There are no randomized, controlled trials comparing the two treatments. But a controlled comparison of APC and bipolar electrocoagulation, published in the 1999 Gastrointestinal Endoscopy, found APC less convenient and slower to use for bleeding arteriovenous malformation (AVM) patients, with APC therapy failing in 14%. Yet a 2006 study in the American Journal of Gastroenterology reported that 100 AVM and gastric antral vascular ectasia patients treated with APC saw improved median hemoglobin and no complications. As well, only 23% required blood transfusions.

“My preference is to use APC, but for those more comfortable with the heat probe or Gold probe, either one works well,” Dr. Leighton said. “One thing to remember is that perforation is a risk, so you want to avoid over-sedation, and decompress the bowel lumen to give some protection. Also avoid firm pressure with the probe tip and overtreatment.”

For removing small-bowel polyps, the snare technique is most effective, Dr. Leighton said. Because the risk of perforation is similar to that of the right colon, however, doctors may want to consider a surgical approach if the polyps are very large, he added.

In general, surgery for obscure GI bleeding is indicated for patients who continue to bleed and have had negative endoscopic and radiologic workups, and who are clearly operative candidates. Operative candidates include those who need blood transfusions despite optimal iron replacement, patients with associated symptoms like abdominal pain and patients with a history of tumors that could metastasize to the small bowel. Rebleeding can occur in up to 50% of surgical patients.

Medical therapy

In a good chunk of patients, a physician simply can't find the source of the bleeding. For them, the best management is medical therapy, Dr. Leighton said.

“I think the data is out there that endoscopic therapy is by far the best, but there are situations where you might want to use medical therapy, and that can include supportive care and blood transfusions,” Dr. Leighton said. “Obviously, you want to get patients off anticoagulants, antiplatelets and NSAIDs if you can.”

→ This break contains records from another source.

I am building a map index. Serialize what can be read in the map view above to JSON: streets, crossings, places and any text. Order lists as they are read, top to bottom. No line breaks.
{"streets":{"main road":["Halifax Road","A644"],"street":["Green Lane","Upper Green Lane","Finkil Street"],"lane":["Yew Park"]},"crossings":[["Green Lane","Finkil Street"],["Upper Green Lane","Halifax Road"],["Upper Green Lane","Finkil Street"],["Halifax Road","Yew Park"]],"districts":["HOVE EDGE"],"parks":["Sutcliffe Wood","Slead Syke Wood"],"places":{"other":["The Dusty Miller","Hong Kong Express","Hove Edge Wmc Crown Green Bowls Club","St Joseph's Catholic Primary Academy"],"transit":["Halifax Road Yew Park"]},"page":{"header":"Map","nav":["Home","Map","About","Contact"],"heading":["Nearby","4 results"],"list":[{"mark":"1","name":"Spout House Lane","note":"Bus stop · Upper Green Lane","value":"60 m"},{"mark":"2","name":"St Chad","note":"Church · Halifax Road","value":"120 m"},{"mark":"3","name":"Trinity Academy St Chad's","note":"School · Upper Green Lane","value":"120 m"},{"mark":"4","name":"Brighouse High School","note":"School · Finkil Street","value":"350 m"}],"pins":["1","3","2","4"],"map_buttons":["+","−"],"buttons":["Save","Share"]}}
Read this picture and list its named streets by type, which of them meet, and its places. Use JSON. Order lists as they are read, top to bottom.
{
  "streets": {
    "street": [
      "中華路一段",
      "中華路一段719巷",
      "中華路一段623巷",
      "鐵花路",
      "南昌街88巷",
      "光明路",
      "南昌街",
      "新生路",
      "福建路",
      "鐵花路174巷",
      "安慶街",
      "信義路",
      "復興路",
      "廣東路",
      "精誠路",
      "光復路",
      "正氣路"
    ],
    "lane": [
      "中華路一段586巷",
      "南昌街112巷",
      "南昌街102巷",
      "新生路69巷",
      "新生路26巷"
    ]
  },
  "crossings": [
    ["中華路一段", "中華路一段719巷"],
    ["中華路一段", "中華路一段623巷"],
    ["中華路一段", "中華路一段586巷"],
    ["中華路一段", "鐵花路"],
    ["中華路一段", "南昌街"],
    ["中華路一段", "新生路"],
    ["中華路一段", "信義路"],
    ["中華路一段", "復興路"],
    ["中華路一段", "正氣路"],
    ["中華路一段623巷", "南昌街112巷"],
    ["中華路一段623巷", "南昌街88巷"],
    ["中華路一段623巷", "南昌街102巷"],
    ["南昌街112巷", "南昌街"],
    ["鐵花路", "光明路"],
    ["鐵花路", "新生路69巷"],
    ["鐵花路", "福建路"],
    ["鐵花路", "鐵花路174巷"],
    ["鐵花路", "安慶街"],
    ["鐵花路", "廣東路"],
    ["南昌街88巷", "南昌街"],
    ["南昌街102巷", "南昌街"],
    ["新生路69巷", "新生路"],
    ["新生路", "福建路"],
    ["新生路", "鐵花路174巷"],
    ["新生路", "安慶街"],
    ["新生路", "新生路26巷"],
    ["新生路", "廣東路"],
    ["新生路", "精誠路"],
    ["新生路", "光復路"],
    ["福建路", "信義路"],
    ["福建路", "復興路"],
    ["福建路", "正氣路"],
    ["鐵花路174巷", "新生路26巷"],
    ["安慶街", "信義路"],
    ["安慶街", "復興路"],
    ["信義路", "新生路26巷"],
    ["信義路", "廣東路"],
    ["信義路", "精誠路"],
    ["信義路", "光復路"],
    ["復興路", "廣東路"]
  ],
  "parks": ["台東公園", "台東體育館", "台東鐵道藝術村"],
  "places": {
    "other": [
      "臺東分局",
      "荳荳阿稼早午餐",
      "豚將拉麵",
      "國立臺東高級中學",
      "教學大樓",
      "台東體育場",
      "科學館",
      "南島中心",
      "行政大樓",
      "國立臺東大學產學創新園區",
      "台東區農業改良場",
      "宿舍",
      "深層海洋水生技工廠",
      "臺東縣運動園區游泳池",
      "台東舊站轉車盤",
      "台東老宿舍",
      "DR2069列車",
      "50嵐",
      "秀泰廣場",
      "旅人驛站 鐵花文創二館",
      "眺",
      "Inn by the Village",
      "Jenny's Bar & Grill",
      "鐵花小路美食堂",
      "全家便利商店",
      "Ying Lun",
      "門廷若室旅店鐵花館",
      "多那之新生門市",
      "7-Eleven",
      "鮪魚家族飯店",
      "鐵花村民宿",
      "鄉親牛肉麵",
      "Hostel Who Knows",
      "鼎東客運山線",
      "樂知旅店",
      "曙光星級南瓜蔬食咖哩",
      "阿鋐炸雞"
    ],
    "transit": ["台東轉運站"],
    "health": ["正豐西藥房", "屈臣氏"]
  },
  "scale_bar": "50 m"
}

Starting with iron supplementation isn't a bad idea, he added.

“I see a lot of patients with obscure GI bleeding referred to me who are not on iron. Iron may be the only therapy necessary for some, though the source of the blood loss should still be identified,” Dr. Leighton said. “We don't need to be overly aggressive with every patient we see, particularly those with a negative capsule endoscopy.”

Another medical option is hormonal therapy, for which studies have shown mixed results. The main concern is that as many as 57% of those who take hormones have adverse side effects, such as gynecomastia, breast tenderness, vaginal bleeding, fluid retention and heart failure.

“In women, we recommend a mammography and a gynecological exam before starting hormonal therapy,” Dr. Leighton said.

For patients in whom hormonal therapy is contraindicated, octreotide acetate may work to reduce splanchnic blood flow and inhibit angiogenesis. There is a bit of evidence for thalidomide as well, he said.